Some of you may remember the 2014 mid-term elections. We planned to use this space to report and comment on the results, but frankly, we’re too sleepy to wait even for the West coast polls to close, let alone for all the recounts and challenges.

So let’s look at what we know already. Congress, which has accomplished next to nothing for the last several years, will uphold that proud tradition, regardless of which party controls the Senate. Democrats, who have bemoaned the stifling power of the filibuster, may discover a new love for that tactic. Or not.

Scott Brown, the only person to lose Senate races to two different women, Elizabeth Warren (D-Massachusetts) and Jeanne Shaheen (D-New Hampshire), will find a new state to be from.

Venerable talking heads will be dusted off and put in front of cameras, to pontificate about the results in terms that can be redefined in the event that outcomes reverse themselves.

The biggest surprise is that, unlike a typical mid-term election in which half the voters are pissed off at the outcome, we predict that 100% [+/- 50%] of voters will be pissed off about at least some of the outcomes this year.

Tuesday, November 4, 2014


This week’s WTF question was submitted by alert reader Ruth B. of Michigan. Ruth asks:

Question: Why does evil exist?

This was later refined to:

Question: Why do I like stripes?

Answer: Stripes and other cyclic patterns are a sort of graphic equivalent of rhythm. They reassure us by repeating the same sequence over and over again. Predictability gives us a sense of stability and safety. Interestingly, that also relates to evil, which is typically some completely shocking and disorienting behavior.

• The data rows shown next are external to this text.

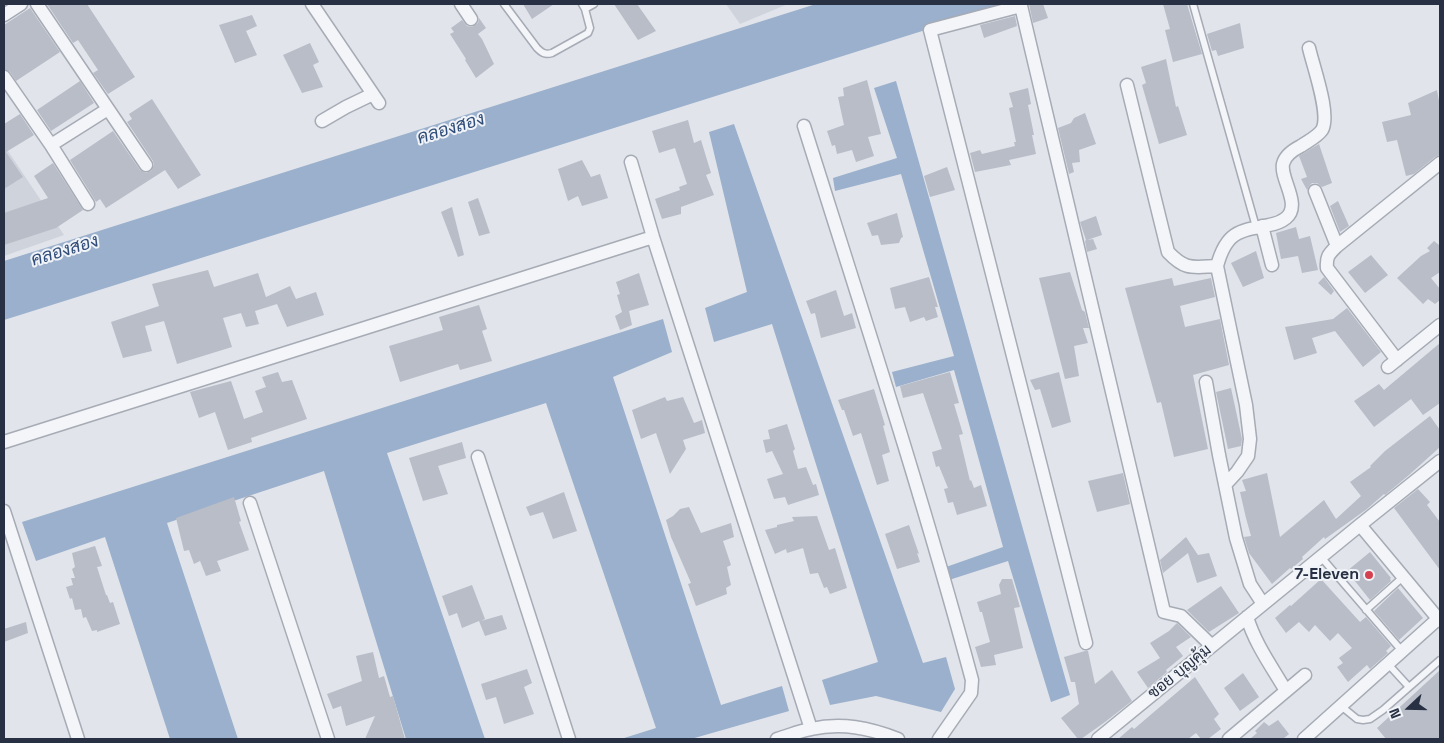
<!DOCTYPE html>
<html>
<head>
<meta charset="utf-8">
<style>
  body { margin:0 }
  #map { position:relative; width:1444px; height:743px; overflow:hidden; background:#e1e4ea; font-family:"Space Grotesk",sans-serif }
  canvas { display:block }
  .frame { position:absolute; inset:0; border:5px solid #283143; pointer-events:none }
  .north { position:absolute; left:1384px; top:683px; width:50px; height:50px; -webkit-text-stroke:4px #f0f3f7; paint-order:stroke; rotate:249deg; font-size:14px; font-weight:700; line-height:20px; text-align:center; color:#283143 }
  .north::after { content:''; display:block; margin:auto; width:18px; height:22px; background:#283143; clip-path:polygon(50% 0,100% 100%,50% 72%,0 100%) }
</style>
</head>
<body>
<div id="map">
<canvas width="1444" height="743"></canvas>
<div class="frame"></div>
<div class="north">N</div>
</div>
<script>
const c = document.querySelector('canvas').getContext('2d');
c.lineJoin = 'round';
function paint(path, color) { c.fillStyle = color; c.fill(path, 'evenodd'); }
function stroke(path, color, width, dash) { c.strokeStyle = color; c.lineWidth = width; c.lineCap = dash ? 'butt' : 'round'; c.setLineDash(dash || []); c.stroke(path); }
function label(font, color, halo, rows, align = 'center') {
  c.font = font + ' "Space Grotesk",Sarabun,sans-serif'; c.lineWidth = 4; c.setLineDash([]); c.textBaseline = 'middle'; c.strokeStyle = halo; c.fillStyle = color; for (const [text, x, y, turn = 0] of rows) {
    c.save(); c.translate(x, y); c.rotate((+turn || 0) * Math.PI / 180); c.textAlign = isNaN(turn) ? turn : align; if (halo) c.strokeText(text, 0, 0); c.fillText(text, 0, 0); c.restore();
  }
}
const built = new Path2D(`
  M726,4H788L740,24Z
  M4,145L64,235L4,256Z`);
const water = new Path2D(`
  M816,4H1008L4,320V261Z
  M896,81L1070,695L1051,702L1008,561L949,580L946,567L1003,547L954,370L896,387L892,372L954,356L901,174L835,191L833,178L897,158L874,88Z
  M734,124L923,663L946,657L955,689L941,712L876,696L830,705L822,680L878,662L772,324L714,342L705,308L747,292L709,132Z
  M663,319L672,352L613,377L721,705L782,686L789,711L691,739H621L656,728L546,403L387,453L485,739H406L324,471L167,523L238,739H170L105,537L36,561L22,522Z`);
const building = new Path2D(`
  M47,4H87L135,77L108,94L93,73L98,70L78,40L73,43Z
  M523,4H554L532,19Z
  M614,4H637L656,31L638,40Z
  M1029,4H1043L1048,18L1033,23Z
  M1163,4H1187L1202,54L1173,62L1165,30L1170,29Z
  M30,8L60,52L16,81L10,72L4,69V25Z
  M252,15L257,26L246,31L257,55L235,63L219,25Z
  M1015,16L1017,26L984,38L980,25Z
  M479,18L486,28L478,34L482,39L494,64L476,78L465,60L466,59L450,34L454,32L451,28L462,20L467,26L472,27L478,23Z
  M1240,23L1244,48L1218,56L1216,50L1212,51L1207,34Z
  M310,43L319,62L313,65L323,87L302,93L283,55Z
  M1166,59L1176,107L1178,106L1187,135L1159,144L1142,85L1146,83L1141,67Z
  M867,80L881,134L868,137L874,156L856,162L852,150L837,154L835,145L832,146L827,131L844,125L838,97L844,96L843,88Z
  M80,81L94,103L51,131L37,110Z
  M1028,88L1031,104L1028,105L1034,135H1032L1036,154L1009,160L1011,165L975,172L970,153L980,150L982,154L1015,146L1014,142H1016L1009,108L1013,107L1009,93Z
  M1437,90L1440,107V155L1435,157L1414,174L1406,176L1397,140L1387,142L1382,122L1411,115L1408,103Z
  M152,99L201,175L178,189L165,170L106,208L100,199L96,202L70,160L113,131L140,170L146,173L151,171L154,165L153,161L127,122L132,119L129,114Z
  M1085,113L1096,144L1079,150L1080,162L1072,163L1074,172L1069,174L1058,128L1071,123L1074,118Z
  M20,114L34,135L6,152L23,177L4,189V124Z
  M688,120L694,143L701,140L711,173L706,175L714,195L681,207V214L662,219L655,199L680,190L679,187L687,184L675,148L659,153L652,131Z
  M1319,144L1332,183L1322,187L1317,183H1312L1309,186L1307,190L1301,179L1307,177L1299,156Z
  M582,160L591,177L600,174L608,198L582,206L578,196L568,201L558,169Z
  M53,163L83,210L56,228L4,245V213L48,198L34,176Z
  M947,167L955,190L930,197L924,176Z
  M478,198L490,233L479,236L468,202Z
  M1338,201L1349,226L1340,232L1330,206Z
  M452,207L464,255L458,257L441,212Z
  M897,213L903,237L901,238L899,243L881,245L878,235L872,236L867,223Z
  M1096,216L1102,235L1087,240L1093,239L1097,249L1087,252L1085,241L1086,240L1080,222Z
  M1296,227L1299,239L1310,236L1318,270L1302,273L1298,256L1281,259L1276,233Z
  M1434,241L1439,245L1440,244V272L1431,278L1440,289V300L1435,304L1428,299L1423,304L1397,278L1421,256L1430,251L1427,248Z
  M1256,251L1264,278L1243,287L1231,263Z
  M1371,255L1388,275L1365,293L1348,272Z
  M208,270L214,287L258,273L266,297L290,286L296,299L316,292L324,315L287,327L277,304L255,311L259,324L246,327L241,313L223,318L232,347L177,364L164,321L145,326L152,351L123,358L111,322L159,306L152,284Z
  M1070,272L1082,310L1085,312L1089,328H1083L1088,343L1074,346L1079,376L1065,379L1039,278Z
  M639,273L649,305L629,311L632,325L620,330L615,316L622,312L617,295L620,294L616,282Z
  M929,277L938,307H935L938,317L926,321L924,317L910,322L905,307L895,309L890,288Z
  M1324,277L1334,291L1331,295L1318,283Z
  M1172,278L1174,286L1211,278L1215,297L1180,306L1185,327L1220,319L1229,365L1193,375L1208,449L1174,457L1161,402L1157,403L1125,288Z
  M836,290L844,316L852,313L856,328L821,338L815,313L811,314L806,301Z
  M479,305L487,329L482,331L492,361L460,370L458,364L400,382L389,346L443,330L439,317Z
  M1347,308L1381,352L1363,367L1335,331L1312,338L1317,353L1294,360L1285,327L1333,319Z
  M1440,343V403L1423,415L1411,399L1374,427L1354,401L1379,384L1384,390Z
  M278,372L282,382L292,380L307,419L251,438L252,442L228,450L215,412L199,418L190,392L231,381L244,419L263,412L255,391L266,387L262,377Z
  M950,372L959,403L954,404L963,434L959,435L970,481L971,480L974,488L981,485L987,506L957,515L953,502L948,503L944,489L948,488L939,466L936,467L932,452L942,449L923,393L903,398L900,386Z
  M1059,372L1071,422L1052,428L1040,389L1035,390L1030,380Z
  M1231,388L1242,439L1241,446L1228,449L1216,392Z
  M874,389L885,425L883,426L890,452L882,455L889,481L877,485L861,433L853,436L844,410H842L838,400Z
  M665,397L667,401L683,397L694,423L702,420L705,433L683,440L686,449L670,474L656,433L641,439L632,410Z
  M1430,416L1440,430V447L1409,475L1385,495L1384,494L1367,509L1325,539L1324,537L1302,557L1303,559L1291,569L1290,568L1272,584L1249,553L1244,537L1251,536L1246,518L1240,492L1246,491L1242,480L1267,473L1280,537L1324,500L1336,519L1361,496L1350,482L1371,467L1370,466L1385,451Z
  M787,424L795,449L793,451L798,469L806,467L813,485L816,484L819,495L788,505L785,497L774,499L767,479L783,474L772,451L766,453L763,440L770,439L768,430Z
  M462,442L466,458L438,466L448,494L423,501L409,458Z
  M1123,473L1130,504L1097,512L1088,481Z
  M1418,489L1430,502L1427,505L1440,522V570L1394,508Z
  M564,492L577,531L553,539L543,512L530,516L526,507Z
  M234,497L241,521L239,522L249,550L217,561L221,571L206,576L200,561L194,564L189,550L184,551L176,518Z
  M689,507L701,533L731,523L734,537L723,541L731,565L727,567L731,585L726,588L727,594L696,606L688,584L691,583L671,537L666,520L673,516L680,509Z
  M817,516L829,550L835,548L847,588L830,594L827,587L824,588L818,573L810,574L803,548L787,553L786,549L775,554L765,530L777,527V525L794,521L792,517Z
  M909,525L919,554L917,553L920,562L897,569L885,534Z
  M1186,537L1198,555L1209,553L1217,576L1197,583L1188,553L1163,573L1160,560Z
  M95,546L102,566L97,567L106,595H107L110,603L113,602L120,624L97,632V630L92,631L86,617L83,618L81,609L75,610L72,598L70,599L66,587L73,585L71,578H75L72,569L75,567L72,553Z
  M1370,552L1391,578L1390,579L1391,581L1370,600L1347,571Z
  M1002,579H1012L1020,607L1014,608L1023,648L994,655L996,665L981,667L975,647L990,642L982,612H980L977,602L1001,594L999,585Z
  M1321,579L1360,622L1366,617L1391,646L1386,651L1388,653L1370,669L1367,665L1348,682L1337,667L1343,663L1339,658L1352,648L1338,633L1330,641L1315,625L1309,632L1299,622L1286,633L1275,618L1290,605L1291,606Z
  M472,585L485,619L481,621L502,615L507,629L485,636L479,621L462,628L457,613L449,616L442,596Z
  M1221,586L1239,613L1209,632L1187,610Z
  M1398,588L1423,618L1399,640L1374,611Z
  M26,622L28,633L4,642V629Z
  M1177,623L1191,637L1176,647L1183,656L1166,670L1167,672L1148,688L1137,672L1160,658L1150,643L1169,631Z
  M1085,651H1088L1095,684L1112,670L1132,701L1105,722L1081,739H1078L1061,718L1079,704L1075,682H1071L1064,657Z
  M373,652L379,678L384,676L390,697L393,696L405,739H365L375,716L346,726L341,706L333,709L327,694L362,681L356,656Z
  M527,669L532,683L524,687L534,714L504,724L496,697L486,700L481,684Z
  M1440,670V739H1386L1377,728Z
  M1243,673L1259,697L1240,711L1224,688Z
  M1195,677L1219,714L1214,719L1221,729L1208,739H1201L1196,733L1188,739H1118L1132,727L1134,729Z
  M1278,720L1289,734L1283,739H1250L1257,733L1255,731L1264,722L1269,726Z`);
const service = new Path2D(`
  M504,4L537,48C542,53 545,55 552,53L588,33L590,28L585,9
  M582,4L585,9L594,4
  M1193,4L1256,227
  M1321,557L1402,651
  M1366,610L1403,577
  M1388,664L1409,687
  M1341,706L1357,719L1363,720L1370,719L1383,710L1440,660`);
const minor = new Path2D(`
  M37,4L146,165
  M312,4L379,103
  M461,4L471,19
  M4,15L21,4
  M4,77L51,145L88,204
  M1127,85L1168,252C1186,271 1193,267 1217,266
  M322,121L346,107L373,94
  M804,126C862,310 922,494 972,680L971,693L939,739
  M51,145L108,109
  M631,162L653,237L811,729
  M1315,191L1337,246
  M1262,226L1272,265
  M1397,360L1327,268C1326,256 1329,254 1337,246L1440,163
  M1388,367L1440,325
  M1206,382L1219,455L1236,538L1250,584L1263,604
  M4,442L653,237
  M478,457L569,739
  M1225,485L1237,472L1248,456L1250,439L1246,405L1217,266C1226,233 1237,231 1269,225C1275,224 1281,222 1286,218C1302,205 1280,179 1283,164C1285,155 1293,150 1301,146C1308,141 1317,137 1322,130C1331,115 1313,66 1309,48
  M250,503L328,739
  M4,511L78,739
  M1360,525L1440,621
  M1247,617C1255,644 1272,667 1286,691
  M1086,643L930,30L1021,6L1164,612L1181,616L1212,646
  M777,739C788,736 799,731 811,729C842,722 869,728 898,739
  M1098,739L1360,525L1440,461
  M1229,739L1305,675
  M1304,739L1440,617`);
const markers = [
  [1369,575,5,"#d5404f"]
];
const poiNames = [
  ["7-Eleven",1359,575]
];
const streetNames = [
  ["ซอย บุญคุ้ม",1180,672,-39]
];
const waterNames = [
  ["คลองสอง",451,129,-17],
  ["คลองสอง",65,251,-17]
];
paint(built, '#cfd3dc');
paint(water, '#9ab0cc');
paint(building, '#b8bdc8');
stroke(service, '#a6abb5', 9);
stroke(minor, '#a6abb5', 15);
stroke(service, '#f4f5f8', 6);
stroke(minor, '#f4f5f8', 12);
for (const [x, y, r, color] of markers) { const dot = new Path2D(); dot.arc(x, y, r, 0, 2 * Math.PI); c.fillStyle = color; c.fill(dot); stroke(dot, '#f0f3f7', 2); }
label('bold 16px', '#283143', '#f0f3f7', poiNames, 'right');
label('16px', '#283143', '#f0f3f7', streetNames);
label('italic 18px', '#304d79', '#f0f3f7', waterNames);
</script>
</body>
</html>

Or, maybe the stripes remind us of what the U.S. flag traditionally stood for … freedom from fear, freedom from want and all that Norman Rockwell stuff.

Or maybe the stripes suggest prison outfits … or bars … the desired comeuppance for evil-doers. (Actually, I think the experts in criminal justice fashion have settled on perp walk orange as the preferred look for convicts.)

Or … I don’t know. Sometimes a stripe is just a stripe. Geez, Ruth, couldn’t you have asked me something simple, like “How can we overcome political partisanship?” (To be answered in a future WTF post.)